The information encoded in a n-gram model is very useful. However, an n-gram model cannot capture non-local or variable-length dependencies between words. Also, an n-gram model does not reflect the way that sentences are structured and does not give any meaningful analysis of sentences. Therefore, we need more powerful models. In formal language theory, there exist classes of formal languages that have different capabilities of expressiveness. These classes are classified in the Chomsky hierarchy.
The lowest class in the Chomsky hierarchy is the regular languages. The regular languages have more expressive power than n-gram models. A regular language can be expressed by a finite-state automaton or with regular expressions. A finite-state automaton (FSA) is a theoretical device consisting of states and labeled transitions between states. The FSA reads a sequence from left to right, and by reading a word it follows a transition between its current state and a following state. A probability can be assigned to accepted word sequences. However, there are still language constructions that a regular language cannot properly express. The most important of these is centre-embedding. An example of a sentence with centre-embedded structure is:
The rat the cat the dog chased ate died.
Though this sentence is difficult to read and mostly of theoretical significance, it is a valid sentence and formal grammars should be able to process it.
The next class of languages in the Chomsky hierarchy is the context-free grammars. Context-free grammars provide a natural way to express the structure of languages. Words can be grouped into phrases, which can recursively be grouped in phrases again, assigning a hierarchical structure to sentences. In linguistics, the structure of a sentence is called its syntax. Each word in a language has a part-of-speech (word category), such as noun, verb or adjective. Phrases are labeled according to the part of speech of the word in the phrase that contribute most to its meaning, ex., noun phrase (NP) or verb phrase (VP). These hierarchical structures are also expressed as syntax-trees.
Here is an example of a syntax tree:
The context-free grammar rules used in this tree are:
Sentence -> NP VP VP -> Verb NP NP -> Det Noun Det -> The Noun -> man Noun -> book Verb -> took
In NLP, a program that analyses the syntax of sentences, usually based on a context-free grammar, is known as a parser. One application of parsers is in extracting information from text.

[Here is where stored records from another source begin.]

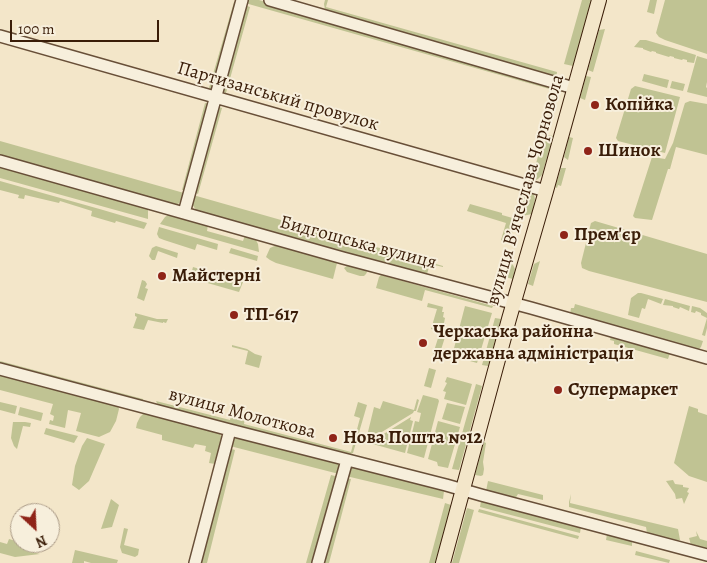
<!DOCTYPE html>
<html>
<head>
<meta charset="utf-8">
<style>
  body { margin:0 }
  #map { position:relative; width:707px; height:563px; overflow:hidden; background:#f3e6c9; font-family:Alegreya,serif }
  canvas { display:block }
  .north { position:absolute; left:10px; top:503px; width:50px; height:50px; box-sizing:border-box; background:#f7efdc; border:1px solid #ab9b87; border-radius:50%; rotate:155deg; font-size:14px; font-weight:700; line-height:20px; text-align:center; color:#3a1d08 }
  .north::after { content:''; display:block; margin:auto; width:18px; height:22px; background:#8f2418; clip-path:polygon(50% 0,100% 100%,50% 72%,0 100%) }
  .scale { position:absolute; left:10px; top:20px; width:149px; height:22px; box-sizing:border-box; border:2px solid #3a1d08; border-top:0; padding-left:6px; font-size:15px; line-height:18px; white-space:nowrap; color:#3a1d08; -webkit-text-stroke:4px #f7efdc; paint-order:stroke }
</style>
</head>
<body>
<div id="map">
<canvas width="707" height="563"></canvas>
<div class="north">N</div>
<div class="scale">100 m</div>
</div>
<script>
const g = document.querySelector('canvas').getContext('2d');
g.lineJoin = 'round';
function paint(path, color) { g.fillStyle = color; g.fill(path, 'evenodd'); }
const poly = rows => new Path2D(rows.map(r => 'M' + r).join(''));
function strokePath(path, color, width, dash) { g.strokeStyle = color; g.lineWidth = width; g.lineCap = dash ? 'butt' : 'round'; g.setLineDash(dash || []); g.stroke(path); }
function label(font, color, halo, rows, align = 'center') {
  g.font = font + ' Alegreya,serif'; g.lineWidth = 4; g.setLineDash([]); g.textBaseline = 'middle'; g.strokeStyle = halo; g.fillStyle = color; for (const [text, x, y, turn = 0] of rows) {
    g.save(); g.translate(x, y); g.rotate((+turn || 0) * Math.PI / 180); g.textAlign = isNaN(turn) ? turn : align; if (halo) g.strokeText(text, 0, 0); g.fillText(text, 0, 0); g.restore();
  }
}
paint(poly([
  [248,0,259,0,517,74,554,87,553,90,245,3],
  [325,0,328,0,326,7,557,72,556,79,326,13,325,10,324,4],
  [582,0,591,0,573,66,564,64],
  [650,0,657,0,654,14,647,12],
  [665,0,707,0,707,54,665,40,659,37,656,33],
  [234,2,238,3,213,89,209,88],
  [244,5,250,7,226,93,220,91],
  [605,29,593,72,588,70,599,30],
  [0,40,204,98,207,101,0,42],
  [640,40,646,40,696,55,694,63,687,62,687,60,683,59,682,60,674,58,674,57,670,56,669,57,656,53,656,52,652,51,651,52,643,49,643,48,634,47],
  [697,56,707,59,707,82,706,87,707,88,707,97,687,92],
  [644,74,669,80,667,88,642,81],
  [586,76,591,77,585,100,580,98],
  [672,81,685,84,683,91,670,88],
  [635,86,680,97,665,153,618,141,616,138,631,89],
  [690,101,707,104,707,155,676,147,670,169,668,169,652,220,635,218,633,216,652,157,665,159,673,143,684,106,685,103],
  [205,103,209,104,186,190,182,190],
  [216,106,222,108,198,194,194,192],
  [544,134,553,136,542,175,538,179,531,182],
  [569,137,573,138,568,160,564,157],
  [0,141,184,193,180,202,178,204,175,205,0,155],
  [0,166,141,206,148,209,148,219,0,178],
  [561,168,566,168,561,186,558,185,557,188,555,187],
  [0,181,103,210,147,223,144,229,116,221,115,223,91,216,92,211,60,201,59,203,25,195,24,199,18,198,19,195,0,190],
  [530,191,534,195,535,199,532,214,522,216],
  [523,192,527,193,520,216,516,219,509,244,503,243,503,241,501,240,506,223,467,211,470,204,502,213,502,215,516,219],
  [193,195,443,266,443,267,430,264,427,274,317,245,196,210,192,204],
  [168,215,208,225,207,231,243,241,245,235,255,238,258,244,259,252,160,224,165,217],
  [595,221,707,254,707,302,589,271,582,268,581,263,591,223],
  [159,227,218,244,217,250,197,244,195,250,164,240,159,238,157,234],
  [277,245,336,261,337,263,333,279,276,263,270,260,266,257,270,248],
  [156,246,178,253,177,258,158,251,155,260,152,260,149,256,152,248],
  [231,248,258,256,257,261,229,253],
  [540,261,533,286,528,284,534,264],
  [509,262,513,265,515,269,513,279,505,277],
  [348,265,366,270,367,272,366,274,364,276,360,276,347,272,344,268],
  [193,267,243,282,239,292,190,278],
  [381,275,493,306,492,308,425,290,422,301,376,288,379,277],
  [142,280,145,281,147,284,145,288,148,289,144,301,137,298],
  [638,293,641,293,663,299,661,304,648,299,645,309,642,308,639,318,628,315,631,298],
  [665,299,690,306,689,311,680,307,679,309,673,307,673,306,663,305],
  [428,303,443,307,442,312,444,312,443,317,445,318,444,323,446,323,443,333,446,334,439,356,433,354,440,332,431,329,437,309,427,307],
  [575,304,703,341,701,347,698,350,570,314,571,308,574,308],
  [465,306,492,313,477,363,452,356],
  [692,306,700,308,707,313,707,328,705,336,702,335,707,318,701,315,701,313,696,311,695,313,691,312],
  [135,313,157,319,168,319,166,323,163,322,163,323,148,320,144,330,133,328,137,317,135,316],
  [495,318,501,319,488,366,482,365],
  [611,336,670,353,668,359,614,344,614,341,610,340],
  [232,345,247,349,255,354,262,356,259,368,245,364,248,351,232,347],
  [0,361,143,399,143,401,0,364],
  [429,368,436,370,431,388,424,386],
  [0,373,118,406,119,409,116,421,110,432,99,437,76,431,81,413,68,410,65,428,49,424,50,420,53,421,54,416,50,414,53,404,0,390],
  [447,377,472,384,466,405,444,399,446,392,443,391,447,383,445,382],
  [476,384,482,386,459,470,452,469],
  [423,395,438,399,439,401,424,458,407,453,415,421,419,422,421,413,417,412],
  [417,399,419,400,416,411,414,411,413,413,367,441,367,436,374,407,380,409,383,401,414,410],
  [156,401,230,420,234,408,246,412,244,424,351,452,360,418,354,416,358,402,367,405,353,453,350,454,334,450,333,452,162,408,158,405],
  [0,402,17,406,15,414,0,410],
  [447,403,465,407,460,424,442,419],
  [689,406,698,409,698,412,707,415,707,482,689,476,674,463],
  [20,407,43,413,41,421,18,415],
  [147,412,216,431,220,434,222,438,222,446,219,447,215,464,209,463,211,453,205,451,206,446,195,444,193,448,162,440,162,435,136,428,137,423,140,417,143,414],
  [411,417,410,420,413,421,405,453,369,443],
  [438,421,460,427,448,468,438,466,437,462,428,459],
  [13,422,25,422,31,423,30,427,23,426,17,449,14,446,11,438],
  [46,428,78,436,74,443,44,434],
  [238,437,338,462,340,465,339,474,230,446,234,439],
  [87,438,105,444,89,481,79,490,72,485,75,466,82,446],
  [484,442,486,443,483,462,484,469,483,475,481,476,475,475],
  [229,448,235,450,207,563,199,563],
  [352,467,355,467,440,489,444,491,443,499,346,476],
  [331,475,339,477,315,563,306,563],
  [345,478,351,479,329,563,321,563],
  [673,480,675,484,683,485,683,487,689,488,687,492,689,493,684,504,682,498,676,499,675,494,666,481],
  [488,481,543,495,543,500,518,494,515,499,486,491],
  [571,494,570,503,678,529,680,540,677,541,647,533,646,527,569,507,569,502],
  [111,499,119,505,112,527,101,529],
  [481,501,581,527,580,533,480,507],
  [445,503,451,505,435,563,429,563],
  [467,508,474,510,459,563,452,563],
  [479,509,579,536,578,539,478,512],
  [124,528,128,529,124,545,139,549,138,555,135,557,122,553,120,547],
  [696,531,700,539,707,541,707,549,691,545,689,538,697,536],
  [607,534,630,540,632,542,632,546,606,540],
  [9,539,33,546,32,552,40,554,15,557,0,553,0,542,7,544],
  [75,550,118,560,117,563,91,563,84,561,84,563,72,563],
  [636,551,670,560,669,563,635,555]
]), '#c0c393');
const minor = poly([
  [270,0,574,88],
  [0,36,546,191],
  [0,161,343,258,531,308,707,358],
  [184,213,242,0],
  [0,369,230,430,446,485,481,495,707,555],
  [195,563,230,430],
  [318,563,347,460]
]);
const major = poly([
  [443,563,509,319,546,191,599,0]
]);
strokePath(minor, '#684f38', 14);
strokePath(major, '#3a1d08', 16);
strokePath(minor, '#f7efdc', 11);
strokePath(major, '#f3e6c9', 14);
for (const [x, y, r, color] of [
  [595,105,5,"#8f2418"],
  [588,151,5,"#8f2418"],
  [564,235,5,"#8f2418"],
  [162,276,5,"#8f2418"],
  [234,315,5,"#8f2418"],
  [423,343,5,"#8f2418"],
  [558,390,5,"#8f2418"],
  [333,438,5,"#8f2418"]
]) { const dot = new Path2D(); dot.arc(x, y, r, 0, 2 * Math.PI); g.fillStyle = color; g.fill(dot); strokePath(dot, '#f7efdc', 2); }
label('19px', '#3a1d08', '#f7efdc', [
  ["Партизанський провулок",278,97,16],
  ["вулиця Вʼячеслава Чорновола",526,190,-74],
  ["Бидгощська вулиця",358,243,15],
  ["вулиця Молоткова",242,414,15]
]);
label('bold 19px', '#3a1d08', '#f7efdc', [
  ["Копійка",605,105],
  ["Шинок",598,151],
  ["Прем'єр",574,235],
  ["Майстерні",172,276],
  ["ТП-617",244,315],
  ["Черкаська районна",433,332],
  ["державна адміністрація",433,354],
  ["Супермаркет",568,390],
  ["Нова Пошта №12",343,438]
], 'left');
</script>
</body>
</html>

There are other, more expressive, classes in the Chomsky hierarchy: The context-sensitive languages and the recursively enumerate languages. There is a debate about which class of languages is most adequate to represent natural language. Though there is no accepted prove that English is not context-free, there are linguistics structures that may be expressed more appropriately by more powerful grammar formalism.
The large amount of text on the web that needs to be processed increases the need to develop techniques that can deal with natural language. There are many challenges in this task. However, as a reward we can develop technology that can interact with users more naturally. And we may gain new insights into how language really works.